Start of INPUT RECORDS

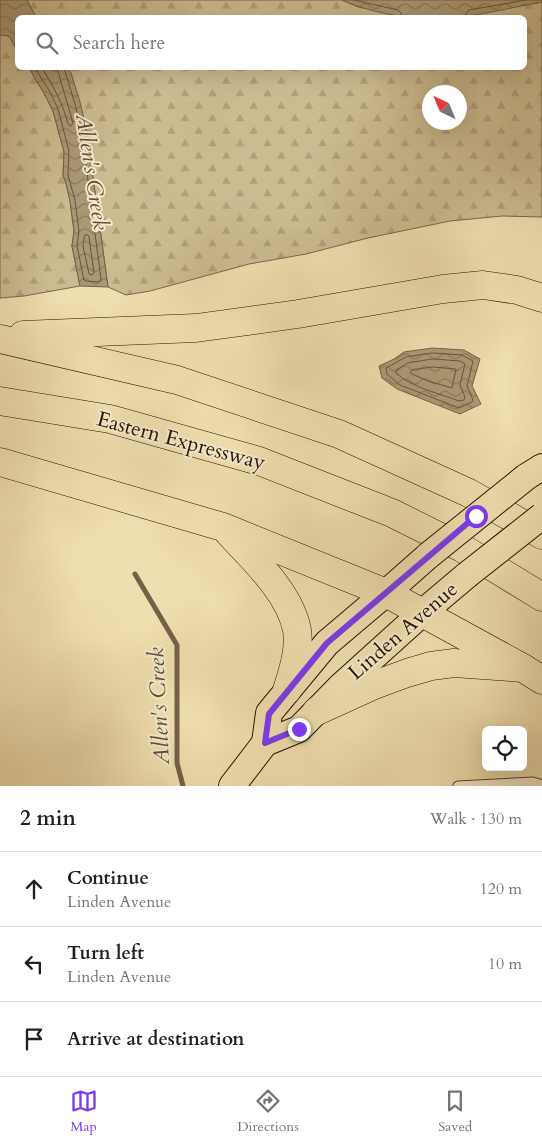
<!DOCTYPE html>
<meta charset="utf-8">
<style>
body{margin:0;font-family:Cardo,serif;background:#f6f6f6;color:#202124}
.controls{position:absolute;right:15px;bottom:15px;display:grid;overflow:hidden;border-radius:8px;box-shadow:0 5px 20px #0002}
.controls button{width:45px;height:45px;display:grid;place-items:center;padding:0;border:0;border-bottom:1px solid #e0e0e0;background:#fff;color:#202124;font:25px sans-serif}
.compass{position:absolute;left:422px;top:85px;width:45px;height:45px;border-radius:50%;background:#fff;box-shadow:0 5px 20px #0002;rotate:316deg}
.stop{position:absolute;width:15px;height:15px;margin:-11px;border:4px solid #7c3aed;border-radius:50%;background:#fff}
.stop.end{background:#7c3aed;border-color:#fff;box-shadow:0 1px 5px #0008}
.list{margin:0;padding:0;list-style:none}
h2{display:flex;justify-content:space-between;align-items:center;height:65px;margin:0;padding:0 20px;font-size:21px}
h2 small{font-size:16px;font-weight:400;color:#757577}
.list li{display:grid;grid-template-columns:32px 1fr auto;gap:15px;align-items:center;box-sizing:border-box;height:75px;padding:0 20px;border-top:1px solid #e0e0e0}
.list b{display:block;font-size:19px;white-space:nowrap}
.list p{margin:0;font-size:16px;white-space:nowrap;color:#757577}
.list em{font-size:16px;font-style:normal;color:#757577}
.icon{flex:none;width:28px;height:28px;fill:none;stroke:currentColor;stroke-width:2;stroke-linecap:round;stroke-linejoin:round}
.map{position:relative;flex:none;width:542px;height:786px;overflow:hidden}
.search{position:absolute;background:#fff;box-shadow:0 5px 20px #0002;left:15px;right:15px;top:15px;height:55px;display:flex;align-items:center;gap:12px;box-sizing:border-box;padding:0 18px;border-radius:8px;color:#757577;font-size:19px}
.sheet{height:290px;background:#fff}
nav{display:flex;justify-content:space-around;align-items:center;box-sizing:border-box;height:70px;border-top:1px solid #e0e0e0;background:#fff;font-size:14px;color:#757577}
nav a{display:grid;justify-items:center;gap:2px}
nav .on{color:#7c3aed}
.map>svg:first-child{display:block}
.forest{fill:url(#forest-firs);stroke:#786649;fill-rule:evenodd}
.water{fill:url(#water-waves);stroke:#746246}
.lines{fill:none;stroke-linecap:round;stroke-linejoin:round}
.shore{stroke:#66543a;stroke-width:1}
.stream{stroke:#746246;stroke-width:5}
.lane-casing{stroke:#56442c;stroke-width:11}
.primary-casing{stroke:#231101;stroke-width:28}
.highway-casing{stroke:#231101;stroke-width:29}
.lane{stroke:#f5eacb;stroke-width:9}
.primary{stroke:#efdeaf;stroke-width:26}
.highway{stroke:#efdeaf;stroke-width:28}
.primary-bridge-casing{stroke:#231101;stroke-width:28;stroke-linecap:butt}
.primary-bridge{stroke:#efdeaf;stroke-width:26}
.route{stroke:#7c3aed;stroke-width:6}
.labels{text-anchor:middle;dominant-baseline:central;stroke-width:4;stroke-linejoin:round;paint-order:stroke}
.street-label{font-size:21px;fill:#231101;stroke:#f5eacb}
.water-label{font-size:22px;font-style:italic;fill:#604e35;stroke:#f5eacb}
</style>
<div class="map">
<svg width="542" height="786" viewBox="0 0 542 786">
<defs>
<pattern id="forest-firs" width="22" height="20" patternUnits="userSpaceOnUse" patternTransform="scale(1.25)"><rect width="22" height="20" fill="#ccbb91"/><path d="M5 1l3.5 6h-7zM16 11l3.5 6h-7z" fill="#afa07b"/></pattern>
<pattern id="water-waves" width="16" height="10" patternUnits="userSpaceOnUse" patternTransform="scale(1.25)"><rect width="16" height="10" fill="#aa9874"/><path d="M0 5q4-4 8 0t8 0" fill="none" stroke="#8a7b5d"/></pattern>
</defs>
<rect width="100%" height="100%" fill="#efdeaf"/>
<filter id="stains"><feTurbulence type="fractalNoise" baseFrequency=".004" numOctaves="4"/><feColorMatrix values="0 0 0 0 .2 0 0 0 0 .09 0 0 0 0 .02 0 0 0 .5 -.17"/></filter>
<radialGradient id="worn" r=".72"><stop offset=".6" stop-color="#630" stop-opacity="0"/><stop offset="1" stop-color="#630" stop-opacity=".3"/></radialGradient>
<g class="forest">
<path d="M27,0H342L358,7L408,17L36,18Z"/>
<path d="M542,2V217L502,216L450,221L368,238L306,254L249,264L150,291L126,295L108,287L91,163L86,151L89,140L71,73L67,68H524V18L457,17ZM430,92H460V122H430Z"/>
<path d="M0,35L9,36L17,50L18,68H29L45,95L53,111L64,152L63,176L66,183L70,201L74,231L72,246L80,286L24,296L0,298Z"/>
</g>
<g class="water">
<path d="M0,0H27L36,17L18,18L17,50L9,36L0,35Z"/>
<path d="M342,0H542V2C514,7 487,14 459,17C422,22 376,15 342,0Z"/>
<path d="M29,68H67L71,73L80,102L89,141L86,151L91,163L108,287L80,286L72,246L74,231L70,201L66,183L63,176L64,152L53,111L45,95Z"/>
<path d="M432,348L464,350L480,359L472,386L481,404L460,414L397,389L382,378L379,366L394,359L404,352Z"/>
</g>
<g class="lines">
<g class="shore">
<path d="M354,0L398,10L401,13L402,18"/>
<path d="M465,18L466,13L469,10L526,0"/>
<path d="M35,68L50,92L58,109L69,151L68,175L75,200L79,231L77,246L84,280L86,281L99,282L101,279L86,165L81,152L83,140L75,104L64,68"/>
<path d="M42,68C53,86 63,103 68,124L71,126L73,123L57,68"/>
<path d="M85,235H88L89,237L94,273L92,275L89,274L83,246Z"/>
<path d="M433,353L462,355L473,361L467,386L473,400L472,402L459,408L400,385L387,374L386,368L406,357Z"/>
<path d="M433,359L460,361L465,364L460,385L465,397L464,400L459,401C439,393 412,388 396,373V370L408,363Z"/>
<path d="M433,367L456,369L452,388L428,381L410,373L412,370Z"/>
</g>
<path class="stream" d="M135,574L177,645V763L183,786"/>
<defs>
<path id="lane" d="M458,786L533,782L542,785"/>
<g id="primary">
<path d="M526,477L542,467"/>
<path d="M265,743L269,713L327,643L386,593L429,555"/>
<path d="M232,786L265,743L299,729L339,688L422,613L467,575"/>
</g>
<g id="highway">
<path d="M23,335L196,328L298,314L443,289L483,285L517,290L542,298"/>
<path d="M0,339L177,380L339,434L469,493L542,535"/>
<path d="M0,401L110,419L259,461L392,513L462,548L542,597"/>
<path d="M0,462L223,527L386,593L523,668"/>
<path d="M229,533C254,560 290,593 297,630C300,650 293,671 287,690"/>
<path d="M317,711L372,686L407,673L431,666L454,663L523,668L542,680"/>
</g>
</defs>
<use href="#lane" class="lane-casing"/>
<use href="#primary" class="primary-casing"/>
<use href="#highway" class="highway-casing"/>
<use href="#lane" class="lane"/>
<use href="#primary" class="primary"/>
<use href="#highway" class="highway"/>
<defs>
<g id="primary-bridge">
<path d="M429,555L526,477"/>
<path d="M467,575L542,516"/>
</g>
</defs>
<use href="#primary-bridge" class="primary-bridge-casing"/>
<use href="#primary-bridge" class="primary-bridge"/>
</g>
<g class="lines">
<path class="route" d="M299,729L265,743L269,714L327,643L476,516"/>
</g>
<g class="labels">
<g class="street-label">
<text transform="translate(181 441) rotate(15)">Eastern Expressway</text>
<text transform="translate(403 631) rotate(-41)">Linden Avenue</text>
</g>
<g class="water-label">
<text transform="translate(92 172) rotate(81)">Allen's Creek</text>
<text transform="translate(159 706) rotate(-93)">Allen's Creek</text>
</g>
</g>
<rect width="100%" height="100%" filter="url(#stains)"/>
<rect width="100%" height="100%" fill="url(#worn)"/>
</svg>
<div class="controls">
<button><svg class="icon" aria-label="locate" viewBox="0 0 24 24"><circle cx="12" cy="12" r="6"/><path d="M12 2v4M12 18v4M2 12h4M18 12h4"/></svg></button>
</div>
<svg class="compass" viewBox="-18 -18 36 36"><path d="M0-13l5 13h-10z" fill="#e53935"/><path d="M0 13l5-13h-10z" fill="#757577"/></svg>
<div class="stop" style="left:476px;top:516px"></div>
<div class="stop end" style="left:299px;top:729px"></div>
<div class="search"><svg class="icon" aria-label="search" viewBox="0 0 24 24"><circle cx="10" cy="10" r="6"/><path d="M15 15l6 6"/></svg>Search here</div>
</div>
<section class="sheet">
<h2>2 min<small>Walk · 130 m</small></h2>
<ul class="list">
<li><svg class="icon" aria-label="ahead" viewBox="0 0 24 24"><path d="M12 20V5M6 11l6-6 6 6"/></svg><div><b>Continue</b><p>Linden Avenue</p></div><em>120 m</em></li>
<li><svg class="icon" aria-label="left" viewBox="0 0 24 24"><path d="M17 20v-9H6M10 6l-5 5 5 5"/></svg><div><b>Turn left</b><p>Linden Avenue</p></div><em>10 m</em></li>
<li><svg class="icon" aria-label="arrive" viewBox="0 0 24 24"><path d="M6 21V4h12l-3 4 3 4H6"/></svg><div><b>Arrive at destination</b></div></li>
</ul>
</section>
<nav>
<a class="on"><svg class="icon" aria-label="map" viewBox="0 0 24 24"><path d="M3 6l6-2 6 2 6-2v14l-6 2-6-2-6 2zM9 4v14M15 6v14"/></svg>Map</a>
<a><svg class="icon" aria-label="directions" viewBox="0 0 24 24"><path d="M12 3l9 9-9 9-9-9zM9 14v-3h6M13 9l2 2-2 2"/></svg>Directions</a>
<a><svg class="icon" aria-label="saved" viewBox="0 0 24 24"><path d="M7 4h10v16l-5-4-5 4z"/></svg>Saved</a>
</nav>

End of INPUT RECORDS

Scan the data for the string "background" and copy each line in which it occurs.

- **RESULT OF THE EXERCISE**:
body{margin:0;font-family:Cardo,serif;background:#f6f6f6;color:#202124}
.controls button{width:45px;height:45px;display:grid;place-items:center;padding:0;border:0;border-bottom:1px solid #e0e0e0;background:#fff;color:#202124;font:25px sans-serif}
.compass{position:absolute;left:422px;top:85px;width:45px;height:45px;border-radius:50%;background:#fff;box-shadow:0 5px 20px #0002;rotate:316deg}
.stop{position:absolute;width:15px;height:15px;margin:-11px;border:4px solid #7c3aed;border-radius:50%;background:#fff}
.stop.end{background:#7c3aed;border-color:#fff;box-shadow:0 1px 5px #0008}
.search{position:absolute;background:#fff;box-shadow:0 5px 20px #0002;left:15px;right:15px;top:15px;height:55px;display:flex;align-items:center;gap:12px;box-sizing:border-box;padding:0 18px;border-radius:8px;color:#757577;font-size:19px}
.sheet{height:290px;background:#fff}
nav{display:flex;justify-content:space-around;align-items:center;box-sizing:border-box;height:70px;border-top:1px solid #e0e0e0;background:#fff;font-size:14px;color:#757577}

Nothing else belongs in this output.